# TASK OBJECTIVE:
Each line that contains "strong" needs to be copied from the listing.

# GIVEN DATA:
*-*-*
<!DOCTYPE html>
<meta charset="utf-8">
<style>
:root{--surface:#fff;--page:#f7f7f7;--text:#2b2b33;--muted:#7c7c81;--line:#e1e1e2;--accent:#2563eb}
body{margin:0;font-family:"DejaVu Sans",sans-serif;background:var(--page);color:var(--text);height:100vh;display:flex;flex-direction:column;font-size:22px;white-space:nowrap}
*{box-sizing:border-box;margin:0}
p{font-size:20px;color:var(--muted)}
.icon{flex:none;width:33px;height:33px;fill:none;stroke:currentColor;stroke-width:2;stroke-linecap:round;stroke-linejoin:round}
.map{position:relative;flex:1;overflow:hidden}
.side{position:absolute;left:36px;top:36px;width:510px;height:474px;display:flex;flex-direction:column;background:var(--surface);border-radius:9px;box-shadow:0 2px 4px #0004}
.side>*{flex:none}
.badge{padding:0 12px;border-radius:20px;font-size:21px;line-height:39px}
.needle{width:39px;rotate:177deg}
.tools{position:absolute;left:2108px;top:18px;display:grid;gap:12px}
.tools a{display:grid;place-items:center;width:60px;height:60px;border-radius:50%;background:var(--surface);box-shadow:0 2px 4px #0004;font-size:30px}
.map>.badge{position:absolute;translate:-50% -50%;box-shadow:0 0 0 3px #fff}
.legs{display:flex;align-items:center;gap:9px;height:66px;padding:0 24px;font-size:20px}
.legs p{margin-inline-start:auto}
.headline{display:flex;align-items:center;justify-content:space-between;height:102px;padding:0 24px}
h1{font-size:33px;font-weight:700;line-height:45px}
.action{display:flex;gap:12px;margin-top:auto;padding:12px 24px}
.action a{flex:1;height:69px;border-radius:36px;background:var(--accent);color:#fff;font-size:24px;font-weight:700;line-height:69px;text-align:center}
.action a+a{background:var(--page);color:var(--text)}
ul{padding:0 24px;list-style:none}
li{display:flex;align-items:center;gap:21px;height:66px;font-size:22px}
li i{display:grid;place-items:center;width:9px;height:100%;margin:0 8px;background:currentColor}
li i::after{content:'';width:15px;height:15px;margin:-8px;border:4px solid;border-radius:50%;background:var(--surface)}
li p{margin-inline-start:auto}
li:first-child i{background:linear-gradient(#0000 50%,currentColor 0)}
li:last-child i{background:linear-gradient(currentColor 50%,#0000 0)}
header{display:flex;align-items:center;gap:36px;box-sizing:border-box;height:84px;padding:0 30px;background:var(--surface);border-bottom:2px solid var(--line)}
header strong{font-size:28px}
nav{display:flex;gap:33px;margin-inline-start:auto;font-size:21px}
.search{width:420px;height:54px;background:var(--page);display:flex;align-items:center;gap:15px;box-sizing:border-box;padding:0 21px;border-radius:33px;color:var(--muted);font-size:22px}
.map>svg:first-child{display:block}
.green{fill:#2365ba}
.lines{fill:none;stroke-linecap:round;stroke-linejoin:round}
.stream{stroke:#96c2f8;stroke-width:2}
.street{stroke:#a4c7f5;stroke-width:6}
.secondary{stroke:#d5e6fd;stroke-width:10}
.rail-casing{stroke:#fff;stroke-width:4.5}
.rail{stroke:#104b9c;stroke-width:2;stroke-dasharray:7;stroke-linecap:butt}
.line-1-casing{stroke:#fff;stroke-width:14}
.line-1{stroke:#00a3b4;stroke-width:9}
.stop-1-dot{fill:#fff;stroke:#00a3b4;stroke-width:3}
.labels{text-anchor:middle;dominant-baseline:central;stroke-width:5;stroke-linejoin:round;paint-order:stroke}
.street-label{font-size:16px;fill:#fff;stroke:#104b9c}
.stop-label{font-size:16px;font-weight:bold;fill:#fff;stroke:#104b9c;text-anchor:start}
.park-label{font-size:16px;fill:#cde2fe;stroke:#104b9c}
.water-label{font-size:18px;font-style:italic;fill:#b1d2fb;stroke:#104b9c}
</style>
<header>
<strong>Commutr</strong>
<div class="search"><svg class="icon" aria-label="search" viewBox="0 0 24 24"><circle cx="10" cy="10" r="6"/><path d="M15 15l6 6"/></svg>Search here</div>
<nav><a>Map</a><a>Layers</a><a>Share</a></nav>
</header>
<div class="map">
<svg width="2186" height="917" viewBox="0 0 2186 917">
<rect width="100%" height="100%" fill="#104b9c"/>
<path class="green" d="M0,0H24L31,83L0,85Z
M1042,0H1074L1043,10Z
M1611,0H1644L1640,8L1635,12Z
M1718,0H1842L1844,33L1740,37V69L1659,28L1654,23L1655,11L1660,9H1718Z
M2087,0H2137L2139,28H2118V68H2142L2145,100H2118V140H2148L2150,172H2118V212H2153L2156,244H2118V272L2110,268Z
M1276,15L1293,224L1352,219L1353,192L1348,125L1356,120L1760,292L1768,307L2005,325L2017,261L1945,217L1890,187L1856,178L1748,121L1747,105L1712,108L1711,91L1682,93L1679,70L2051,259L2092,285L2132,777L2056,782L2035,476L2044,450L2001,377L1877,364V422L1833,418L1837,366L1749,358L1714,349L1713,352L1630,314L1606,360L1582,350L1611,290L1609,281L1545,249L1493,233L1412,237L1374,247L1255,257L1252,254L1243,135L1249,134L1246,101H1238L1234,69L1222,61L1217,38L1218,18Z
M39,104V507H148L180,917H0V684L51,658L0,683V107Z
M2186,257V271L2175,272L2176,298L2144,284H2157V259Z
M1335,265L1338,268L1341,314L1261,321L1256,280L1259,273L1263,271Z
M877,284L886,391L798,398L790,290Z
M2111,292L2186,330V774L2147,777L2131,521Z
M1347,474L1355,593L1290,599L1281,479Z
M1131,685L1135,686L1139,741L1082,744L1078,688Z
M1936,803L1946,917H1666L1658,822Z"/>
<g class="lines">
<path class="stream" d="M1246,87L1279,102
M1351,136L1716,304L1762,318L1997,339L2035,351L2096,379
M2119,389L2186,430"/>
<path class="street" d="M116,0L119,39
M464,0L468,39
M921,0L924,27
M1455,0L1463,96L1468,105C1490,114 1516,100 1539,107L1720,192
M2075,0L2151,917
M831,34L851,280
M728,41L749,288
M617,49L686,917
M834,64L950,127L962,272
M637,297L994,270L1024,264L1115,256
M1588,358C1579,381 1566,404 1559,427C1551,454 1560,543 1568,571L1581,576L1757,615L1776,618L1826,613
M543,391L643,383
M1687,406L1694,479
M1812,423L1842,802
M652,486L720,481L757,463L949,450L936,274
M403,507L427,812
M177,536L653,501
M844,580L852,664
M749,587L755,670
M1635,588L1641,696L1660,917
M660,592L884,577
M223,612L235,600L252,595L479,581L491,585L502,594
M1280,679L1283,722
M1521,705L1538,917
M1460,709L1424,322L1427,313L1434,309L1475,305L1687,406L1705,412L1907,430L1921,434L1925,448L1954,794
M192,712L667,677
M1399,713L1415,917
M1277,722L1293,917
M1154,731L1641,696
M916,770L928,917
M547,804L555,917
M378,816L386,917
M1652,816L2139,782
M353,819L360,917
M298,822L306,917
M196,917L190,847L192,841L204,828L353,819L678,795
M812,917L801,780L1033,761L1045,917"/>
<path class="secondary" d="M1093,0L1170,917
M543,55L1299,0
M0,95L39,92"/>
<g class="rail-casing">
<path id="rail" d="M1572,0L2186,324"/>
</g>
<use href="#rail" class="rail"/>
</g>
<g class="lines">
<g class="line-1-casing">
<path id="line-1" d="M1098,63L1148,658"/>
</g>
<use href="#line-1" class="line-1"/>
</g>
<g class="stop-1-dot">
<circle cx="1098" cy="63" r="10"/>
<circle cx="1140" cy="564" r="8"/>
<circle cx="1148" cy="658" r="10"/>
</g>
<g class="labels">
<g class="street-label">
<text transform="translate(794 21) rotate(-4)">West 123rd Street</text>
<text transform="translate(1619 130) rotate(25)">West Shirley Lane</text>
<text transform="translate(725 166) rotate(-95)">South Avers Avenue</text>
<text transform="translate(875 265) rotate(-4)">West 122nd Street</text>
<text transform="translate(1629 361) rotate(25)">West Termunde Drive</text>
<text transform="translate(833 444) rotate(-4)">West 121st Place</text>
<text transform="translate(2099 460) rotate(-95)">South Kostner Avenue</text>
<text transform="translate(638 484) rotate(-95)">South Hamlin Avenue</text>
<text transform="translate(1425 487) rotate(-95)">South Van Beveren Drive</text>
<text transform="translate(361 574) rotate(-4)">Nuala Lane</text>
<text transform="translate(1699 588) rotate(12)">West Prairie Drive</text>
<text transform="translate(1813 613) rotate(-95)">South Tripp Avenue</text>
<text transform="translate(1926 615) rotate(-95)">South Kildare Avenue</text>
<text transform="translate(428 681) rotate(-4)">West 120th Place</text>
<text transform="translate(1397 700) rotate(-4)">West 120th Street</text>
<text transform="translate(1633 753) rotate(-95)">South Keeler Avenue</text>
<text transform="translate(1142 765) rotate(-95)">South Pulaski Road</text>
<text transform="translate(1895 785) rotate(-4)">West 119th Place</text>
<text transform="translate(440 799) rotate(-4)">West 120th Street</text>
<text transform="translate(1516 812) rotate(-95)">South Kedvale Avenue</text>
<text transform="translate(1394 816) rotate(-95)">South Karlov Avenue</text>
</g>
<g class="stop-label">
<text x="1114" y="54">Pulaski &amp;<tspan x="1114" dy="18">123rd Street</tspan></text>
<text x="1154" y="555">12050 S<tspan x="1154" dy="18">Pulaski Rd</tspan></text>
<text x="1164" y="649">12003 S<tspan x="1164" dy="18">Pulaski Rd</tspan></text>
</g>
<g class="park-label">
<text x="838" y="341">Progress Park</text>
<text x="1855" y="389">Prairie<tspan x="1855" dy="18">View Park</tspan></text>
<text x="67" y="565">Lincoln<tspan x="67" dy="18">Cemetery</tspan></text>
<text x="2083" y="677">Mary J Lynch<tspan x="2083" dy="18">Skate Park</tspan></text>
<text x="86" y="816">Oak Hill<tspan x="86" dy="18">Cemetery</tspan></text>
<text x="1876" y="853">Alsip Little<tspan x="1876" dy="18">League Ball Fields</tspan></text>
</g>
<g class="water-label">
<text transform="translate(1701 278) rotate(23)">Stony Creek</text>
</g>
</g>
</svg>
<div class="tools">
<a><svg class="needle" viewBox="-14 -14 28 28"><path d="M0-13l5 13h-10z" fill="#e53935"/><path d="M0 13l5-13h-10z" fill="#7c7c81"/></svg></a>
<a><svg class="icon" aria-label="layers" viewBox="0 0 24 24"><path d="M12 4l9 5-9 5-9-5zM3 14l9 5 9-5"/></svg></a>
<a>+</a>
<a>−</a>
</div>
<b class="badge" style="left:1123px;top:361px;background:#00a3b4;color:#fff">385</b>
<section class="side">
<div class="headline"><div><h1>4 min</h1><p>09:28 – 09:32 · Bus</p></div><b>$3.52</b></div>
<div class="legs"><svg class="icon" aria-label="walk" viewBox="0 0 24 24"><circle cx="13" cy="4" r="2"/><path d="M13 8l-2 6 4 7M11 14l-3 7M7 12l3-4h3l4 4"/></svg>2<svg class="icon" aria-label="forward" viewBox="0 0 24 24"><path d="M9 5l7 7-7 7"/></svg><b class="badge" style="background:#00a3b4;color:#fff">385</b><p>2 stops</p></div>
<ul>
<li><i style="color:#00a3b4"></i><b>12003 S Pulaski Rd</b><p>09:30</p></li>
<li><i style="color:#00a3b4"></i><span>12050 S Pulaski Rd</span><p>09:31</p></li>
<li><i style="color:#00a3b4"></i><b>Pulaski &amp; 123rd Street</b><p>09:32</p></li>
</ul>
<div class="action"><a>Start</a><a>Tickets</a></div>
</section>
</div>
*-*-*
# RESULT FOR THIS TASK:
header strong{font-size:28px}
<strong>Commutr</strong>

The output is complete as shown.